THE PROBLEM:
Transcribe the listing in full. Keep every line exactly as it stands.

EXERCISE DATA:
—————
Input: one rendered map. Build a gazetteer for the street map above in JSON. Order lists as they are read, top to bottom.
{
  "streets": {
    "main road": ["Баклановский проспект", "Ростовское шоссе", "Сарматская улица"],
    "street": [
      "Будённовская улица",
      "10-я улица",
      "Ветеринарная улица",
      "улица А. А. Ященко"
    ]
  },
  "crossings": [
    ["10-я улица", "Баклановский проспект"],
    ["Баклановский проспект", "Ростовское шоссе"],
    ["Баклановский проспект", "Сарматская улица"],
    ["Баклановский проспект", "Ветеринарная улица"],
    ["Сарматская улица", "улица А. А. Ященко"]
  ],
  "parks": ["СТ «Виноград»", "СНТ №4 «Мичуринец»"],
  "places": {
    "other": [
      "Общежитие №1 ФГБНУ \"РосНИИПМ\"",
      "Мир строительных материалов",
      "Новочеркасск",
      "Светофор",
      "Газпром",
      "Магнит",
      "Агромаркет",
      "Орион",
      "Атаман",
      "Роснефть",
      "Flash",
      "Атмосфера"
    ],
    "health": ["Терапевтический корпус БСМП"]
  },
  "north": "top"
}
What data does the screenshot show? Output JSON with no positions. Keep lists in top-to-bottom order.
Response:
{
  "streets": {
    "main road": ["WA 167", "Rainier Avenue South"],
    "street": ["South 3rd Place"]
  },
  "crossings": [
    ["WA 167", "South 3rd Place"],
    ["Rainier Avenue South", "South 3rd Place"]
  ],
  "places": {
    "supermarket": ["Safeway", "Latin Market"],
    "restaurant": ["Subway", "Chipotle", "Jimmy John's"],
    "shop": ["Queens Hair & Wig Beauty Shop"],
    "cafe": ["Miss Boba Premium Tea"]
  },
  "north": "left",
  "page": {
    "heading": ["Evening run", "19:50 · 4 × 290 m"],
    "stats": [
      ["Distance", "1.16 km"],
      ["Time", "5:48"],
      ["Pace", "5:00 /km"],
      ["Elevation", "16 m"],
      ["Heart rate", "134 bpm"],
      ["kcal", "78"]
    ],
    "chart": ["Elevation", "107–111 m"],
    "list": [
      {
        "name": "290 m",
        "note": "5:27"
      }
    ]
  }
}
—————
SOLVED EXERCISE:
Input: one rendered map. Build a gazetteer for the street map above in JSON. Order lists as they are read, top to bottom.
{
  "streets": {
    "main road": ["Баклановский проспект", "Ростовское шоссе", "Сарматская улица"],
    "street": [
      "Будённовская улица",
      "10-я улица",
      "Ветеринарная улица",
      "улица А. А. Ященко"
    ]
  },
  "crossings": [
    ["10-я улица", "Баклановский проспект"],
    ["Баклановский проспект", "Ростовское шоссе"],
    ["Баклановский проспект", "Сарматская улица"],
    ["Баклановский проспект", "Ветеринарная улица"],
    ["Сарматская улица", "улица А. А. Ященко"]
  ],
  "parks": ["СТ «Виноград»", "СНТ №4 «Мичуринец»"],
  "places": {
    "other": [
      "Общежитие №1 ФГБНУ \"РосНИИПМ\"",
      "Мир строительных материалов",
      "Новочеркасск",
      "Светофор",
      "Газпром",
      "Магнит",
      "Агромаркет",
      "Орион",
      "Атаман",
      "Роснефть",
      "Flash",
      "Атмосфера"
    ],
    "health": ["Терапевтический корпус БСМП"]
  },
  "north": "top"
}
What data does the screenshot show? Output JSON with no positions. Keep lists in top-to-bottom order.
Response:
{
  "streets": {
    "main road": ["WA 167", "Rainier Avenue South"],
    "street": ["South 3rd Place"]
  },
  "crossings": [
    ["WA 167", "South 3rd Place"],
    ["Rainier Avenue South", "South 3rd Place"]
  ],
  "places": {
    "supermarket": ["Safeway", "Latin Market"],
    "restaurant": ["Subway", "Chipotle", "Jimmy John's"],
    "shop": ["Queens Hair & Wig Beauty Shop"],
    "cafe": ["Miss Boba Premium Tea"]
  },
  "north": "left",
  "page": {
    "heading": ["Evening run", "19:50 · 4 × 290 m"],
    "stats": [
      ["Distance", "1.16 km"],
      ["Time", "5:48"],
      ["Pace", "5:00 /km"],
      ["Elevation", "16 m"],
      ["Heart rate", "134 bpm"],
      ["kcal", "78"]
    ],
    "chart": ["Elevation", "107–111 m"],
    "list": [
      {
        "name": "290 m",
        "note": "5:27"
      }
    ]
  }
}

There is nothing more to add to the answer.